> **TASK ITEM**
Copy each line below in which the string "strokeStyle" appears.

————

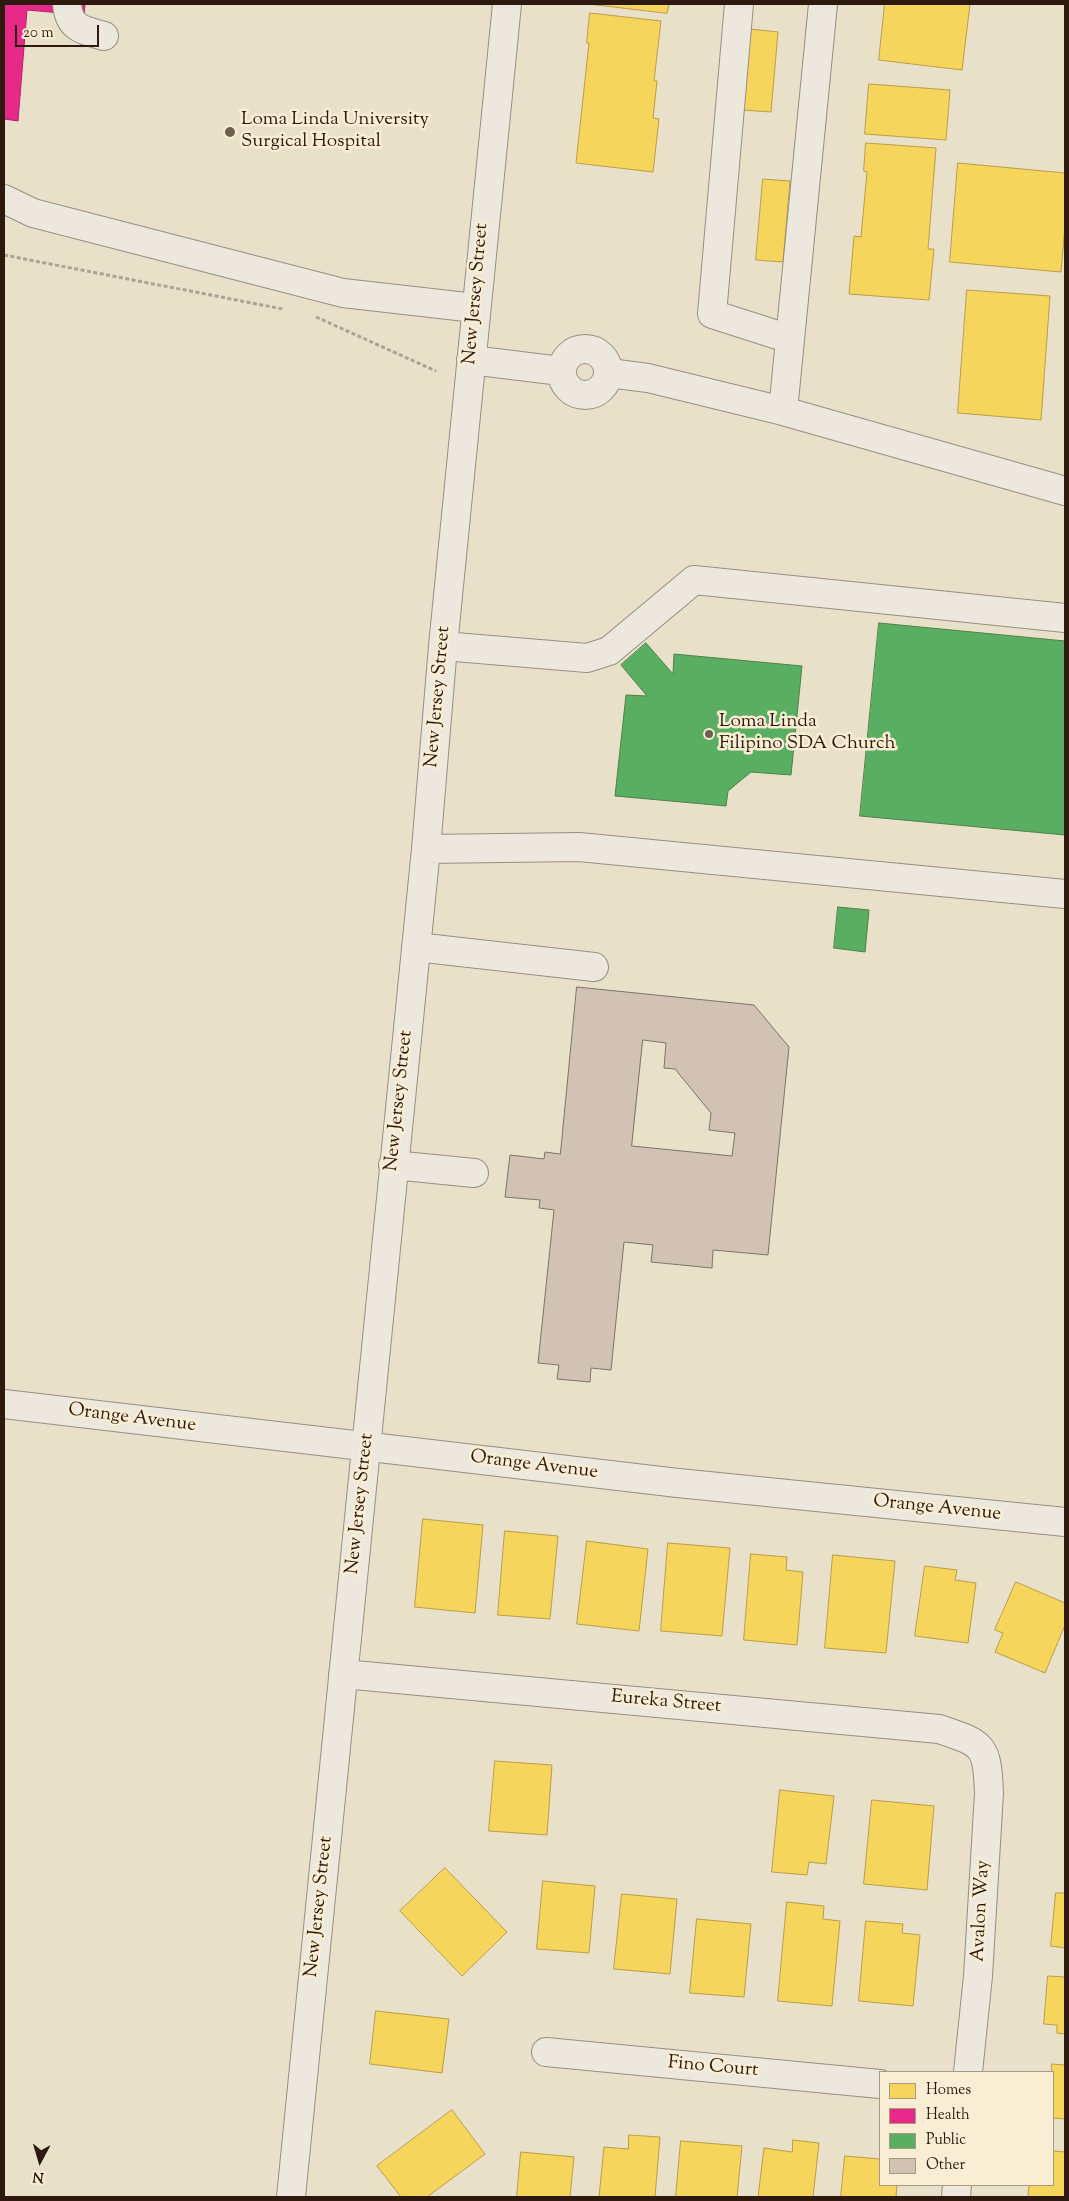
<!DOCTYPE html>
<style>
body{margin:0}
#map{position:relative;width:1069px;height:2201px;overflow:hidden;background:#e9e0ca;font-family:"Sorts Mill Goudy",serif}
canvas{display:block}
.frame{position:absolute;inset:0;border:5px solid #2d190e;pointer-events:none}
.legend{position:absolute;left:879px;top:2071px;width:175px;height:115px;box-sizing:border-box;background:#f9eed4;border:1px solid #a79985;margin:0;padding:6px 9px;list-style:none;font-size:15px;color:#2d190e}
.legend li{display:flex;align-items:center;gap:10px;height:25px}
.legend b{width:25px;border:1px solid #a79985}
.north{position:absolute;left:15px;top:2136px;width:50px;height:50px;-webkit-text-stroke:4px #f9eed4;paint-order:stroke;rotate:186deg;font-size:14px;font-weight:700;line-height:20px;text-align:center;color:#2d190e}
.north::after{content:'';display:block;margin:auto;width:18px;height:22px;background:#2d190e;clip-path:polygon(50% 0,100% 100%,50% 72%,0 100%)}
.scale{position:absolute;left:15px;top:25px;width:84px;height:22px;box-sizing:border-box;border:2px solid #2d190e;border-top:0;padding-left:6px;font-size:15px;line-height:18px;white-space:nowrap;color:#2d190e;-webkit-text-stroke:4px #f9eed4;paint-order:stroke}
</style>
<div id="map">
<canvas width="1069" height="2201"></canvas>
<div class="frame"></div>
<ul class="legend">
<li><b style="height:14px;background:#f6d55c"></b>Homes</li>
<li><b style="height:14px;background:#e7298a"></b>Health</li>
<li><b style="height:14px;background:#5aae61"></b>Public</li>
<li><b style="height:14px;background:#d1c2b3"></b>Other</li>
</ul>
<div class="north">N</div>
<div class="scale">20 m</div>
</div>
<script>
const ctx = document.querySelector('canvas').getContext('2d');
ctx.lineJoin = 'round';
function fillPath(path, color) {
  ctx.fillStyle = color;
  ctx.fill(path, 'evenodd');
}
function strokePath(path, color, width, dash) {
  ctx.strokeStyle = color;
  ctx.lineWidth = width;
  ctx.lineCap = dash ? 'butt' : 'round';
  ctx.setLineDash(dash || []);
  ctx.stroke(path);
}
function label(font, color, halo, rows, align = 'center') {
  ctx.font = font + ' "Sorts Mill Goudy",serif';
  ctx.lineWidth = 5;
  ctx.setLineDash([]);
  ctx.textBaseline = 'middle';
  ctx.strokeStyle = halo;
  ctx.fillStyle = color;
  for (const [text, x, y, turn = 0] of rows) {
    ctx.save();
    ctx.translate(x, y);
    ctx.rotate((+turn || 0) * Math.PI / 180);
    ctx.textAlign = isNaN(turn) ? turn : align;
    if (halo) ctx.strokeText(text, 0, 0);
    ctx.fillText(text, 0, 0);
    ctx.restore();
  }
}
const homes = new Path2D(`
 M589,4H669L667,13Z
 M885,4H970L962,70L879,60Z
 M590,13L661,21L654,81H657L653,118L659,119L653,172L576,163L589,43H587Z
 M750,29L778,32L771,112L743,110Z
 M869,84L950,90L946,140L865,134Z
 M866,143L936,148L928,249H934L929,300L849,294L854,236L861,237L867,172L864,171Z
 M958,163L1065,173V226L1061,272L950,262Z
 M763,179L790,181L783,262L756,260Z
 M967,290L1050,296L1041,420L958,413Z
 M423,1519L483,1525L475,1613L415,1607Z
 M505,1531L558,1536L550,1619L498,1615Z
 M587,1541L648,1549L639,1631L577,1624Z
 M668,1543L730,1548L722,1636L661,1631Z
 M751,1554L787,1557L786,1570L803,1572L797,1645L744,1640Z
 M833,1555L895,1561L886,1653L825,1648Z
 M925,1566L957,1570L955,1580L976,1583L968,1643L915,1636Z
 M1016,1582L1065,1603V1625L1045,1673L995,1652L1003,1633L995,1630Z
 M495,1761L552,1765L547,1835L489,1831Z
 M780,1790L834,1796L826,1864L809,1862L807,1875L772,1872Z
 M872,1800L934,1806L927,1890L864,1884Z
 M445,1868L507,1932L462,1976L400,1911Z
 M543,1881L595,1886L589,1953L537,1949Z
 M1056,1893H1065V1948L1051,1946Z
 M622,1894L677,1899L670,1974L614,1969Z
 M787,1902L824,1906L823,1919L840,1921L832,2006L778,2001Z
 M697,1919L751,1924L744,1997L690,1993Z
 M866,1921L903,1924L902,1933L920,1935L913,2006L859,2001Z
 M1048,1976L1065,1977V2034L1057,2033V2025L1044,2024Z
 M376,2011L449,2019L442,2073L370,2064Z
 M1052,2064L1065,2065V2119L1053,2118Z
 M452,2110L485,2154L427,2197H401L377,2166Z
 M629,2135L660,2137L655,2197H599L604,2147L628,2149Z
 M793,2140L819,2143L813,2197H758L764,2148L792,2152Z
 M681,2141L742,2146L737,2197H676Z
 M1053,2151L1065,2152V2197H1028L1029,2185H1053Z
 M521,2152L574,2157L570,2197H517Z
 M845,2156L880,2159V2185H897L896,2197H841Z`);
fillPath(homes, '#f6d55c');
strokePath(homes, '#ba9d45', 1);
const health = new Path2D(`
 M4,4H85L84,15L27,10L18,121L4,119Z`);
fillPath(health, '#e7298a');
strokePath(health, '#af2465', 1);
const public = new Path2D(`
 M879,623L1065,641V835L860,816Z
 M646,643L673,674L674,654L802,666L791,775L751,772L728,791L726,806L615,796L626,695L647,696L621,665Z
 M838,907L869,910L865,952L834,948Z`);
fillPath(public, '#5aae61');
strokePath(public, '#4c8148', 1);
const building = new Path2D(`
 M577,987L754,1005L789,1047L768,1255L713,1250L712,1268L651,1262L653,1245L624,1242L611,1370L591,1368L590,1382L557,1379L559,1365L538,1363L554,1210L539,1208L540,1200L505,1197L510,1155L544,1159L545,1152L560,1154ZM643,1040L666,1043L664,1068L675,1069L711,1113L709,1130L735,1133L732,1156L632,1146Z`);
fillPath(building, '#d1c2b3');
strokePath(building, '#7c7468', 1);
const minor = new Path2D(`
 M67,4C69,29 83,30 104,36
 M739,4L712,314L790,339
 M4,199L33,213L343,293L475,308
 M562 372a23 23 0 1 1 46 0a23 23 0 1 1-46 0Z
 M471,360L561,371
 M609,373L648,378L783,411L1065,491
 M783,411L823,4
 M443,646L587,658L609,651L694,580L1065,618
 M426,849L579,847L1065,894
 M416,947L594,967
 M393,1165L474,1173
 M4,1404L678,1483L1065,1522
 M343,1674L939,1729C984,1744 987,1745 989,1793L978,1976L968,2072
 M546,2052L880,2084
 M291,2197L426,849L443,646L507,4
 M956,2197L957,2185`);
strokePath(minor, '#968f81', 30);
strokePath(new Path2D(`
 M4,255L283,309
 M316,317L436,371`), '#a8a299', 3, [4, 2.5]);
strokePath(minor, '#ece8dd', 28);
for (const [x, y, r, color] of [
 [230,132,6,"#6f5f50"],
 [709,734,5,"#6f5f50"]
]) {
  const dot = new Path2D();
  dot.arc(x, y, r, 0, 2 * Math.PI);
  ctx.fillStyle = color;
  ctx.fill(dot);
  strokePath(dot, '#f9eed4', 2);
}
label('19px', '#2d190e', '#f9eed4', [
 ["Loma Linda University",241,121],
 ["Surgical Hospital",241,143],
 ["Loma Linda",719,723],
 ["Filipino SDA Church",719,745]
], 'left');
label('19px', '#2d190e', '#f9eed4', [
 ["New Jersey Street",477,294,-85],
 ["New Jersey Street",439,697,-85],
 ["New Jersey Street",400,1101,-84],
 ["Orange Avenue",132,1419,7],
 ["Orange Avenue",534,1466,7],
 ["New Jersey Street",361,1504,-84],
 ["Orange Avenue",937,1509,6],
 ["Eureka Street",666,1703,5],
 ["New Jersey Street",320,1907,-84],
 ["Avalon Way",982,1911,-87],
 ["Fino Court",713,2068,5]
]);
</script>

————

> **WRITTEN SOLUTION**
  ctx.strokeStyle = color;
  ctx.strokeStyle = halo;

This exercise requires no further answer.